• **Directions**: Please find the lines in the entries below that contain the word "absolute", and copy each one.

***** The input *****

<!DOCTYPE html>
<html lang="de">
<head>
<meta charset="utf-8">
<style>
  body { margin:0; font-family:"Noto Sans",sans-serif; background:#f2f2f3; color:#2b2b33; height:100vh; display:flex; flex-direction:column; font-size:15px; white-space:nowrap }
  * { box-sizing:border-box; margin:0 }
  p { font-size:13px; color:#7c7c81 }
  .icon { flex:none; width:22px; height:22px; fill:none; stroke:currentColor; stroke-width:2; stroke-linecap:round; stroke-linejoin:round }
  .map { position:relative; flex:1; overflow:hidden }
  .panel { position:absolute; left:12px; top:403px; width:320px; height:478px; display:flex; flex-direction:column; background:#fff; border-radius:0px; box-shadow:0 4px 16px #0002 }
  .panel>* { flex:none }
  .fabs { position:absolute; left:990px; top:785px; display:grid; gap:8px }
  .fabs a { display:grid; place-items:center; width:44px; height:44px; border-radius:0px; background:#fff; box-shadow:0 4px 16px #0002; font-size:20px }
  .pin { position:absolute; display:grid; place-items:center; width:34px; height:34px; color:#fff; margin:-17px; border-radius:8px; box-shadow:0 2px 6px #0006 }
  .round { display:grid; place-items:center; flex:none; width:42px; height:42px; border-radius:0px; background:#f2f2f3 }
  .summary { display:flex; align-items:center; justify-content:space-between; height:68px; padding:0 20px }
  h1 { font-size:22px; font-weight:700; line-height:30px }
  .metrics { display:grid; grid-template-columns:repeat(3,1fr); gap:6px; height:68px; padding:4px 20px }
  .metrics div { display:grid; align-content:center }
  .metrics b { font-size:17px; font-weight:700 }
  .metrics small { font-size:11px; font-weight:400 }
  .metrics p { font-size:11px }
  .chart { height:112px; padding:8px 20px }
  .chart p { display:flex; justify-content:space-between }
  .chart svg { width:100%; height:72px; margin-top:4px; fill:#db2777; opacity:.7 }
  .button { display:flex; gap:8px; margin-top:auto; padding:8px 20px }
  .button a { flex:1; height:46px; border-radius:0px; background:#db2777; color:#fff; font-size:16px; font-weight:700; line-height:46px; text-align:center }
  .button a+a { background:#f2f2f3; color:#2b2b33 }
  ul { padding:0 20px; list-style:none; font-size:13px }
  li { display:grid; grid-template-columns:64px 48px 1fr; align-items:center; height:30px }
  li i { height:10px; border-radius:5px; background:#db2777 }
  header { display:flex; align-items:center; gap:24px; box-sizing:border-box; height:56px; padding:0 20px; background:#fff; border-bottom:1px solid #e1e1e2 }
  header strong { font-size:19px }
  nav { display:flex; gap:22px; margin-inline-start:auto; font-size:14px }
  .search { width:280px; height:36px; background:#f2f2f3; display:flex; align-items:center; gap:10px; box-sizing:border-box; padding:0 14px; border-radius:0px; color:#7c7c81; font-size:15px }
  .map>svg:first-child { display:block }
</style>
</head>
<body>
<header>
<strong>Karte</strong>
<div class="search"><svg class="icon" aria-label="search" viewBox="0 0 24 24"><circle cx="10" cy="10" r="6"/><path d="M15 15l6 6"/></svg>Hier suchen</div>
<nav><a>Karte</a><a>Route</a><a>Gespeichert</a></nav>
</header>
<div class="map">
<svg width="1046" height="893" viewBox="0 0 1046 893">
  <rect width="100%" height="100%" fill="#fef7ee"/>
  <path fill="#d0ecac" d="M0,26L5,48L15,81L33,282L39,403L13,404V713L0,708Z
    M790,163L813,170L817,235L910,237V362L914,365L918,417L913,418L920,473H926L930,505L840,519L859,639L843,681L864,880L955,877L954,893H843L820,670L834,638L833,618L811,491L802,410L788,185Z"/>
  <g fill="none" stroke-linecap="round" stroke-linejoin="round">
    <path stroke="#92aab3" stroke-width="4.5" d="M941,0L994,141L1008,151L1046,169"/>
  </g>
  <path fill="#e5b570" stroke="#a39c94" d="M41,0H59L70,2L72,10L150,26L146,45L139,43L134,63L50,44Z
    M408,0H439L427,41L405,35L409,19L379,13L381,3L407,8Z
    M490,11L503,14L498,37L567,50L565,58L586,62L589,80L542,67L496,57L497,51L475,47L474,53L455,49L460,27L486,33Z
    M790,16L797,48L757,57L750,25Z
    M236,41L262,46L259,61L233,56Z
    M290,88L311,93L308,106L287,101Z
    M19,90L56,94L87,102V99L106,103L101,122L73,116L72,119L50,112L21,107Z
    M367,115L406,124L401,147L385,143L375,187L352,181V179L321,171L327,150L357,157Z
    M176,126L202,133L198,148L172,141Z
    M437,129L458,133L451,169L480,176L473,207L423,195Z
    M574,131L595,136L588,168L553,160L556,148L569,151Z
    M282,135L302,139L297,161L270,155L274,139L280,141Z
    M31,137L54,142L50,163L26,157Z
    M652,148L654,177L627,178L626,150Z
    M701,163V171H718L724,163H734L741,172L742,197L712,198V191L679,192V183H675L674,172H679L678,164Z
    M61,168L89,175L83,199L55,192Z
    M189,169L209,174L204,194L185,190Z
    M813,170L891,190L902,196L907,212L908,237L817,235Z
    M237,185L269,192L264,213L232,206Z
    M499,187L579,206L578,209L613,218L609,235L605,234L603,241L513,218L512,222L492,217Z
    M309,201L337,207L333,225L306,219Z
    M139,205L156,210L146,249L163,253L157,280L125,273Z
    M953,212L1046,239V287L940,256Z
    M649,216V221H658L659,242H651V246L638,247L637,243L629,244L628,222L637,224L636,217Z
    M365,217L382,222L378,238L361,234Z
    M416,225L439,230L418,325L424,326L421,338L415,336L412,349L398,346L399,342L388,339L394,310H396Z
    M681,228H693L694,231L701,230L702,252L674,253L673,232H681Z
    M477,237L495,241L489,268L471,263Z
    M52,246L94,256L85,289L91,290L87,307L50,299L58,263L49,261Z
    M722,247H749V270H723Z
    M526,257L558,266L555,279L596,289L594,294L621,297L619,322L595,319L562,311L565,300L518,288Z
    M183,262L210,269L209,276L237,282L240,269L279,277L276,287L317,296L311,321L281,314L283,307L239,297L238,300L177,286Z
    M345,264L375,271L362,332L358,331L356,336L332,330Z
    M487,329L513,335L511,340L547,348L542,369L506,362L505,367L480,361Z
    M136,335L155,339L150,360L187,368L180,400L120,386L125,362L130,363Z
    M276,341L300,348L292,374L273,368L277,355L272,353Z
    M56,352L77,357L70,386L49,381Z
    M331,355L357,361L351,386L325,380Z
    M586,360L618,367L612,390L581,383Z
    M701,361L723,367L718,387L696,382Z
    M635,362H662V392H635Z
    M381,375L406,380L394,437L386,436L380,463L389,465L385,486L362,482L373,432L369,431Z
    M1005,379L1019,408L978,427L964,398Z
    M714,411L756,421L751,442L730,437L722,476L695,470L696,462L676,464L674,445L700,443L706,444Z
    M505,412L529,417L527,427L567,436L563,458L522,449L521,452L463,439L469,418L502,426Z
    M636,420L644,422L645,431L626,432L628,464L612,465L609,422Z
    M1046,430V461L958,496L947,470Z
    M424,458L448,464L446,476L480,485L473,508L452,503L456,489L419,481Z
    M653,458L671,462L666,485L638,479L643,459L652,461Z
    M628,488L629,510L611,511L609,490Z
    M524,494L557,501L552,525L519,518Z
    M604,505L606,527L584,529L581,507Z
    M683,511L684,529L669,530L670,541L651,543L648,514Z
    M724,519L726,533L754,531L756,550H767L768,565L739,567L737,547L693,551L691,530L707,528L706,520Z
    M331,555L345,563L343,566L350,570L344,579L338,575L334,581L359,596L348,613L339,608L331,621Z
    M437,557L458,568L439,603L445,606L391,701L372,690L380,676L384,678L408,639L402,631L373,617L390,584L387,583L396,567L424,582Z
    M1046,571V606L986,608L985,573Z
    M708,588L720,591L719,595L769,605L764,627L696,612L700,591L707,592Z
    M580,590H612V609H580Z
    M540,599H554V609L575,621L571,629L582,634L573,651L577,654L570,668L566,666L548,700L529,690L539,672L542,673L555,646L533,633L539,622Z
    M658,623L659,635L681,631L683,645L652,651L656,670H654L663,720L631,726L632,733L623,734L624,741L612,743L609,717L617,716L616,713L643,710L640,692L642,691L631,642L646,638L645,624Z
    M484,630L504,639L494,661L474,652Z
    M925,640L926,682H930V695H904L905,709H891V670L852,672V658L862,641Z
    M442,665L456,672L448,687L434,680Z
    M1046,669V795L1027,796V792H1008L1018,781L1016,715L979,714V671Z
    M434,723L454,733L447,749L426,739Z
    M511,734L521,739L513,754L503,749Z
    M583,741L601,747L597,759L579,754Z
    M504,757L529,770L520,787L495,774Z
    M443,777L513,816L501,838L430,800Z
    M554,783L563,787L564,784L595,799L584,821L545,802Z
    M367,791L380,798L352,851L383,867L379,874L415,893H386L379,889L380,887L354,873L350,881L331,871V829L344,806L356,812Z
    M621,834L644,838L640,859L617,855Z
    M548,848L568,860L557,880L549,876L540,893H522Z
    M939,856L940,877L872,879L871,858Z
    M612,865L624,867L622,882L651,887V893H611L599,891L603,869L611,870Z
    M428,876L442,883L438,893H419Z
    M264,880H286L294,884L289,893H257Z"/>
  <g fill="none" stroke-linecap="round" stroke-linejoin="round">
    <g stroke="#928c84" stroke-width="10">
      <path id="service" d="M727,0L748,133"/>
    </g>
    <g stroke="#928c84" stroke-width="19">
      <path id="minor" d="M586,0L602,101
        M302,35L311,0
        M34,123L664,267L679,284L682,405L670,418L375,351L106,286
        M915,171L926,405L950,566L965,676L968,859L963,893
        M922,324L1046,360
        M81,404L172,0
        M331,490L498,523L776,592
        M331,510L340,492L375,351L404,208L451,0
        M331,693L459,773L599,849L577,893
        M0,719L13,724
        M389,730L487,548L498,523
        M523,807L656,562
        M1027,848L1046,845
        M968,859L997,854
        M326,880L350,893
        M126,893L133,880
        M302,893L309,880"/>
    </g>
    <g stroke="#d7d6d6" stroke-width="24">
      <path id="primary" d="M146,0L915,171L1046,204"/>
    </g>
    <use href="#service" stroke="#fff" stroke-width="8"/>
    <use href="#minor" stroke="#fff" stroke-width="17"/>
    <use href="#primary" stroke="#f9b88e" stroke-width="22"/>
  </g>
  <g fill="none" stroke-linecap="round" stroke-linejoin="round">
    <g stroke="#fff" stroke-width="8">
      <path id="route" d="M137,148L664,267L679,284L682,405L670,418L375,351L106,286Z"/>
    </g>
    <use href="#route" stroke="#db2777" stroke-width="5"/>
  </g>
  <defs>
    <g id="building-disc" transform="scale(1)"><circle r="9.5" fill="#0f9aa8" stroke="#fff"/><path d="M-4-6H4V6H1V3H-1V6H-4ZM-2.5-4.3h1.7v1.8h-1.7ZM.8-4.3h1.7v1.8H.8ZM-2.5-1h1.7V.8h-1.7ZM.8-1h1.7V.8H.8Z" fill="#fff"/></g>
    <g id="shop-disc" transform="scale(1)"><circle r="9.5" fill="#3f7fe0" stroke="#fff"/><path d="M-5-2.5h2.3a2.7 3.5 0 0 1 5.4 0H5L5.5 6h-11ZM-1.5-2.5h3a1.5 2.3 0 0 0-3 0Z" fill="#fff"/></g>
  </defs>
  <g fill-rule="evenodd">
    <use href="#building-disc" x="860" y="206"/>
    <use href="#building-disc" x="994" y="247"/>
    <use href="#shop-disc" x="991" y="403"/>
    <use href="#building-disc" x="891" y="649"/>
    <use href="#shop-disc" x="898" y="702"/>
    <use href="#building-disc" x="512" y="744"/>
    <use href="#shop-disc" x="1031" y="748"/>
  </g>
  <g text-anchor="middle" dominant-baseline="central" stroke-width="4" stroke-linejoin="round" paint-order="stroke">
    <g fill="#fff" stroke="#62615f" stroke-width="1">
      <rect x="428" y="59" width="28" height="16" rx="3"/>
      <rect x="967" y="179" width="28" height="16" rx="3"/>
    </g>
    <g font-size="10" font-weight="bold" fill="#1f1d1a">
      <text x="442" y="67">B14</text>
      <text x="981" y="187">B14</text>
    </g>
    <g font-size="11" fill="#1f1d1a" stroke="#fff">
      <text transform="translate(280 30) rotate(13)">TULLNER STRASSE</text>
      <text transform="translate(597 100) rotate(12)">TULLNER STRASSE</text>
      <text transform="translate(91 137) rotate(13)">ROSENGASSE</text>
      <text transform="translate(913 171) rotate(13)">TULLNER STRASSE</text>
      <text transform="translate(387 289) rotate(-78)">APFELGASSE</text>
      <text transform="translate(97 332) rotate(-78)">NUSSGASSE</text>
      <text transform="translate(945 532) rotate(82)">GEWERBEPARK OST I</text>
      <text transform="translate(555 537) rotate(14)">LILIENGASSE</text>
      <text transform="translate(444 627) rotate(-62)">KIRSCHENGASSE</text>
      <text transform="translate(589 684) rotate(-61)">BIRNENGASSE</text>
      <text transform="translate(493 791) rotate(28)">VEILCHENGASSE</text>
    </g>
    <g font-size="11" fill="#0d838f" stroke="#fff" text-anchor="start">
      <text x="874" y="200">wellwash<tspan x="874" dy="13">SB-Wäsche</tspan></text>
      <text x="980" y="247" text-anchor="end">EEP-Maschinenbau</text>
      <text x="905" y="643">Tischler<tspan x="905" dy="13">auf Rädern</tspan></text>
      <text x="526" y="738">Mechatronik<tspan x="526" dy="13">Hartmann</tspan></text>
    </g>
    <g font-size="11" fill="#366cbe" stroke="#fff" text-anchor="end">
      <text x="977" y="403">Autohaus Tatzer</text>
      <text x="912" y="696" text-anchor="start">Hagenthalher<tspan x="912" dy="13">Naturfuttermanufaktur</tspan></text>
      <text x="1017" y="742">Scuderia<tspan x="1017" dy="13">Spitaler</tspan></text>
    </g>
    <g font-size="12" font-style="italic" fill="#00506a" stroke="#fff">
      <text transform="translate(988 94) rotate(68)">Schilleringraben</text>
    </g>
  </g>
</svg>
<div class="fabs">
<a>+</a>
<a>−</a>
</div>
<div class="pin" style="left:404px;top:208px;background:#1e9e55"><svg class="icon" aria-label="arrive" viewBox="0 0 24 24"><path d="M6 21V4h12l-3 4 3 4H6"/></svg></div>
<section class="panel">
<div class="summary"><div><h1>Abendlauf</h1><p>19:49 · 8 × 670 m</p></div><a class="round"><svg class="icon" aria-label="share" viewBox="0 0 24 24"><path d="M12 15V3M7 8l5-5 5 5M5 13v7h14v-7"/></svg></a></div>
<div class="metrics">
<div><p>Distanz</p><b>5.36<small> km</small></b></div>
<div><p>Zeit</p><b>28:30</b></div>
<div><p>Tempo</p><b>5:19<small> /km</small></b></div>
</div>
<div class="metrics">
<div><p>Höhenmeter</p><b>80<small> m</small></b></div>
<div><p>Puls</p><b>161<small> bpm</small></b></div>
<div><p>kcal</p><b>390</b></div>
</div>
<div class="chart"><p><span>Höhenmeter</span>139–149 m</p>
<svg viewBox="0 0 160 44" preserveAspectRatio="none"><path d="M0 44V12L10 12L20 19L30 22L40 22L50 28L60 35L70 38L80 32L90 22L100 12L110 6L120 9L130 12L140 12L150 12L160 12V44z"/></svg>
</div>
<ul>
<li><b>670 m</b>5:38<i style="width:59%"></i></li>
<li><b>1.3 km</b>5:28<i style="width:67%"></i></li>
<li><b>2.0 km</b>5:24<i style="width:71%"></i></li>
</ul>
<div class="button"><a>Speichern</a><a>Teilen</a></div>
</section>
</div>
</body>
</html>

*****

• **Answer**:
  .panel { position:absolute; left:12px; top:403px; width:320px; height:478px; display:flex; flex-direction:column; background:#fff; border-radius:0px; box-shadow:0 4px 16px #0002 }
  .fabs { position:absolute; left:990px; top:785px; display:grid; gap:8px }
  .pin { position:absolute; display:grid; place-items:center; width:34px; height:34px; color:#fff; margin:-17px; border-radius:8px; box-shadow:0 2px 6px #0006 }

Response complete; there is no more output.